(The input begins)

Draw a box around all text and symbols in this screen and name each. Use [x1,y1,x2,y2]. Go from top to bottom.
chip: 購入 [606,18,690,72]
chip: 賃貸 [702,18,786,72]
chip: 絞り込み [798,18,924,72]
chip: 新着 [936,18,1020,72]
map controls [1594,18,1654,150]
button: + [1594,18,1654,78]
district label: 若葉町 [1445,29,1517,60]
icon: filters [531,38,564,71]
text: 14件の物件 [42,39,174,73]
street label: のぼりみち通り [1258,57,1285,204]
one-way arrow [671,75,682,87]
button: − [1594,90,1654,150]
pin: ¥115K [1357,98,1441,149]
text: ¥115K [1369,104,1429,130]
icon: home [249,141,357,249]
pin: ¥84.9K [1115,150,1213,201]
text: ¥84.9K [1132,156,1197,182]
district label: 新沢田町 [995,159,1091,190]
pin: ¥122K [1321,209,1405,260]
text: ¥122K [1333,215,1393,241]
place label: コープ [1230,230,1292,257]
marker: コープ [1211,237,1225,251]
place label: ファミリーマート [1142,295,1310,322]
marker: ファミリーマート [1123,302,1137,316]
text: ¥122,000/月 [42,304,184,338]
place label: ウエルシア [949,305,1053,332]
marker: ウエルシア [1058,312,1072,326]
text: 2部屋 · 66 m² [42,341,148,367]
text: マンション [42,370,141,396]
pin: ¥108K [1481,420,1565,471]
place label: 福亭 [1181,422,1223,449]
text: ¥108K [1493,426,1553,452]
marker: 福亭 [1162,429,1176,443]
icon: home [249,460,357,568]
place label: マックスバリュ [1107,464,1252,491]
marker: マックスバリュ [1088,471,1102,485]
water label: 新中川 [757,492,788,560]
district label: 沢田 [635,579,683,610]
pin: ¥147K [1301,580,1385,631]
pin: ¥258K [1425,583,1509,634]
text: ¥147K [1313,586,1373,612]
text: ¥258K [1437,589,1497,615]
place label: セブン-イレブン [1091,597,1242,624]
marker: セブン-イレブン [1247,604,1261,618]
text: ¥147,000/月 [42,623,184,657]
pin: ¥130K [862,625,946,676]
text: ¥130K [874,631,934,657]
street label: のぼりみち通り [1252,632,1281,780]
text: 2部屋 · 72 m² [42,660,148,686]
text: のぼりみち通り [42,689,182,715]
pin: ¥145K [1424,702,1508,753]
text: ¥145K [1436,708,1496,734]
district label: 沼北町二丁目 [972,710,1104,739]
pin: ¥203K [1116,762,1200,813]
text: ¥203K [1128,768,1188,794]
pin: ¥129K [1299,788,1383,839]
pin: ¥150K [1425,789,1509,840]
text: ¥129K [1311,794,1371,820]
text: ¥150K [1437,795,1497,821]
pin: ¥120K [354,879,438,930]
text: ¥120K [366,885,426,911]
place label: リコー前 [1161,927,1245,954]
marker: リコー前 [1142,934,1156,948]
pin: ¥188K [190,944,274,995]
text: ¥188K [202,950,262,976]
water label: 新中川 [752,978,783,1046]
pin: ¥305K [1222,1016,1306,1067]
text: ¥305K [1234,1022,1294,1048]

(The input ends)

▶ **What you should do**:
Above are some records; extract every one of them exactly.

▶ **Response to this task**:
Draw a box around all text and symbols in this screen and name each. Use [x1,y1,x2,y2]. Go from top to bottom.
chip: 購入 [606,18,690,72]
chip: 賃貸 [702,18,786,72]
chip: 絞り込み [798,18,924,72]
chip: 新着 [936,18,1020,72]
map controls [1594,18,1654,150]
button: + [1594,18,1654,78]
district label: 若葉町 [1445,29,1517,60]
icon: filters [531,38,564,71]
text: 14件の物件 [42,39,174,73]
street label: のぼりみち通り [1258,57,1285,204]
one-way arrow [671,75,682,87]
button: − [1594,90,1654,150]
pin: ¥115K [1357,98,1441,149]
text: ¥115K [1369,104,1429,130]
icon: home [249,141,357,249]
pin: ¥84.9K [1115,150,1213,201]
text: ¥84.9K [1132,156,1197,182]
district label: 新沢田町 [995,159,1091,190]
pin: ¥122K [1321,209,1405,260]
text: ¥122K [1333,215,1393,241]
place label: コープ [1230,230,1292,257]
marker: コープ [1211,237,1225,251]
place label: ファミリーマート [1142,295,1310,322]
marker: ファミリーマート [1123,302,1137,316]
text: ¥122,000/月 [42,304,184,338]
place label: ウエルシア [949,305,1053,332]
marker: ウエルシア [1058,312,1072,326]
text: 2部屋 · 66 m² [42,341,148,367]
text: マンション [42,370,141,396]
pin: ¥108K [1481,420,1565,471]
place label: 福亭 [1181,422,1223,449]
text: ¥108K [1493,426,1553,452]
marker: 福亭 [1162,429,1176,443]
icon: home [249,460,357,568]
place label: マックスバリュ [1107,464,1252,491]
marker: マックスバリュ [1088,471,1102,485]
water label: 新中川 [757,492,788,560]
district label: 沢田 [635,579,683,610]
pin: ¥147K [1301,580,1385,631]
pin: ¥258K [1425,583,1509,634]
text: ¥147K [1313,586,1373,612]
text: ¥258K [1437,589,1497,615]
place label: セブン-イレブン [1091,597,1242,624]
marker: セブン-イレブン [1247,604,1261,618]
text: ¥147,000/月 [42,623,184,657]
pin: ¥130K [862,625,946,676]
text: ¥130K [874,631,934,657]
street label: のぼりみち通り [1252,632,1281,780]
text: 2部屋 · 72 m² [42,660,148,686]
text: のぼりみち通り [42,689,182,715]
pin: ¥145K [1424,702,1508,753]
text: ¥145K [1436,708,1496,734]
district label: 沼北町二丁目 [972,710,1104,739]
pin: ¥203K [1116,762,1200,813]
text: ¥203K [1128,768,1188,794]
pin: ¥129K [1299,788,1383,839]
pin: ¥150K [1425,789,1509,840]
text: ¥129K [1311,794,1371,820]
text: ¥150K [1437,795,1497,821]
pin: ¥120K [354,879,438,930]
text: ¥120K [366,885,426,911]
place label: リコー前 [1161,927,1245,954]
marker: リコー前 [1142,934,1156,948]
pin: ¥188K [190,944,274,995]
text: ¥188K [202,950,262,976]
water label: 新中川 [752,978,783,1046]
pin: ¥305K [1222,1016,1306,1067]
text: ¥305K [1234,1022,1294,1048]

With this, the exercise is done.